La tela che nei progetti di Pellizza veniva intesa come la prima di una serie dedicata a sviluppare il tema degli Idilli, occupò il pittore soprattutto nel 1899 ma fu completata solo nel 1901, quando il progettato ciclo aveva lasciato il posto a un più complesso programma di sequenze pittoriche destinate a celebrare l’Amore, nel cui ambito la tela rientrava costituendone il primo pannello, ma anche la Vita, il Lavoro, la Maternità, la Morte. Per queste opere il pittore aveva prefigurato degli schemi compositivi generali che alternavano forme in tondo, in quadrato, in rettangolo, pensando a possibili commistioni plurime di temi e soggetti. Un progetto complesso che l’aveva obbligato a impostare contemporaneamente più tele che necessitavano di tempi lunghi di esecuzione e che solo in alcuni casi giunsero a compiuta realizzazione.

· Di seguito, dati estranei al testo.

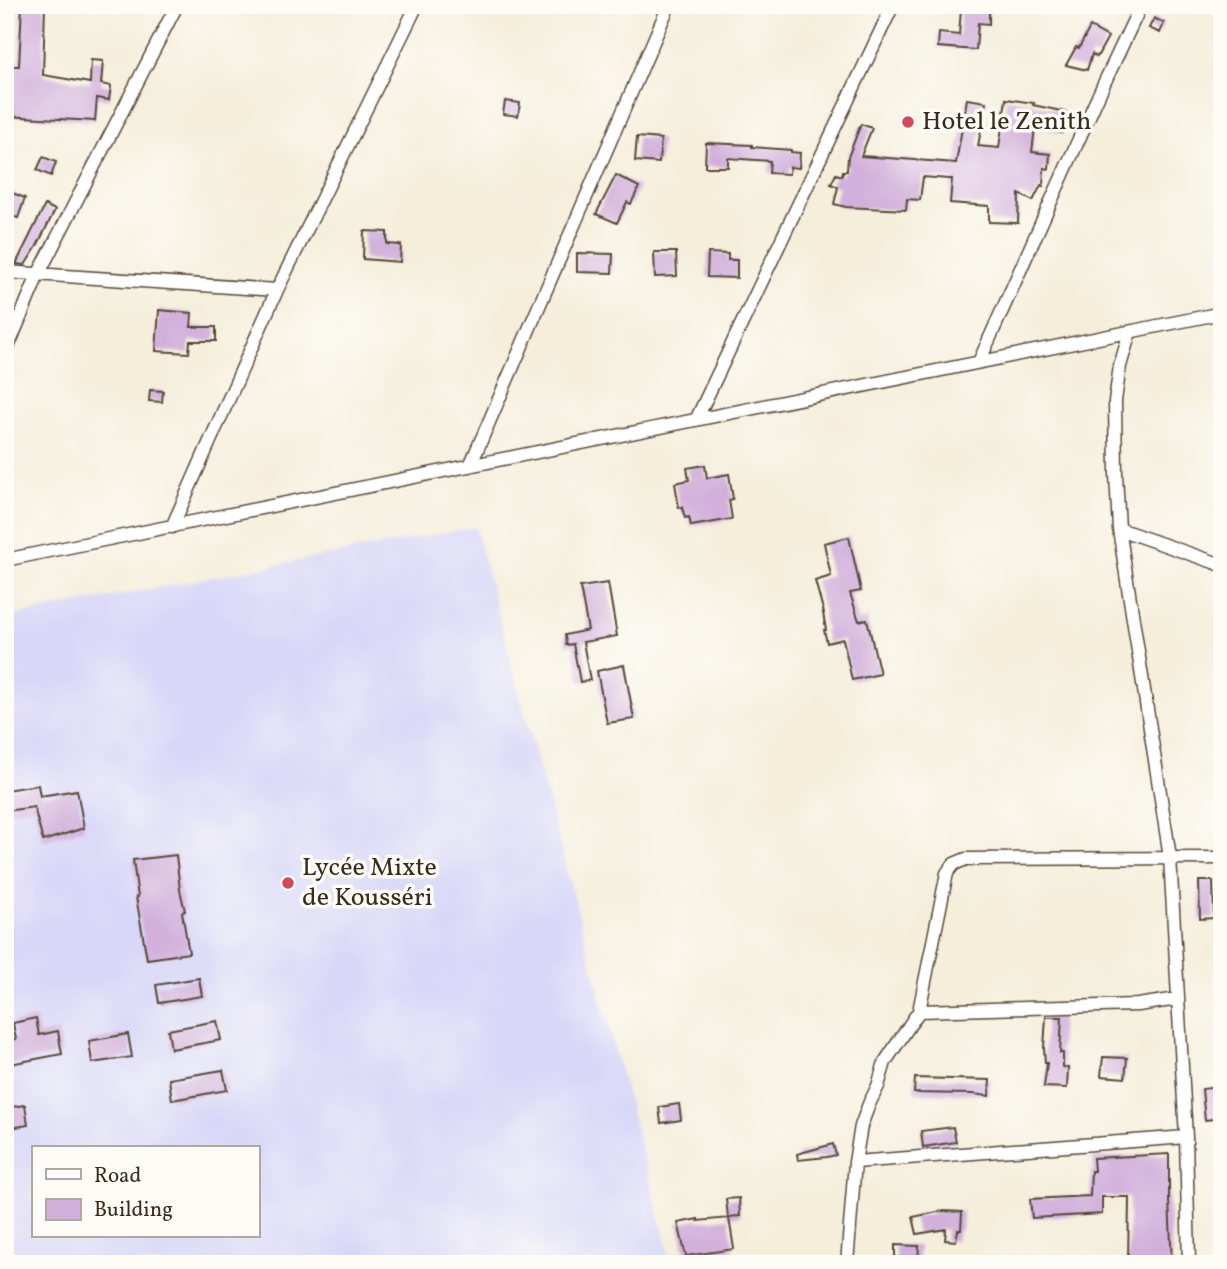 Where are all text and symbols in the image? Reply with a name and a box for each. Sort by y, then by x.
place label: Hotel le Zenith [922,104,1092,140]
marker: Hotel le Zenith [900,114,916,130]
place label: Lycée Mixte de Kousséri [302,850,437,916]
marker: Lycée Mixte de Kousséri [280,875,296,891]
legend [32,1146,259,1238]
text: Road [94,1162,141,1191]
text: Building [94,1196,173,1225]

Idillio primaverile sebbene completato nel 1901 non uscì dallo studio di Volpedo fino al 1903 quando il pittore lo inviò alla quinta Biennale di Venezia; con quest’opera egli intendeva sottolineare la sua qualità di pittore simbolista, confermando le tendenze esplicitate alla III biennale del 1899 con l’Autoritratto (ora Firenze, Galleria degli Uffizi), ma senza più insistere sul valore simbolico di specifici oggetti, e puntando invece su una evocazione di significati capaci di trascendere la materialità della natura soprattutto attraverso il concatenarsi di ritmi compositivi, di armonie cromatiche e di suggestioni luminose e iridescenti. Sembrava una svolta anche rispetto a Il Quarto Stato che aveva suscitato discussioni vivaci alla Prima quadriennale di Torino del 1902; ma, di fatto, l’Idillio inviato a Venezia non era poi così lontano dall’altra opera che il pittore aveva mandato a Torino, il bel Tramonto, ora più noto col titolo Il roveto (Piacenza, Galleria Ricci Oddi): un paesaggio puro in un pulsante controluce che sembra evocare la vitalità e la forza rigeneratrice della natura attraverso una efficace ricerca di effetti luminosi di controluce e di ombre trasparenti, una visione frutto della profonda esigenza di recuperare il legame organico e organicistico con la natura che era uno dei modi in cui si esplicitava il simbolismo internazionale.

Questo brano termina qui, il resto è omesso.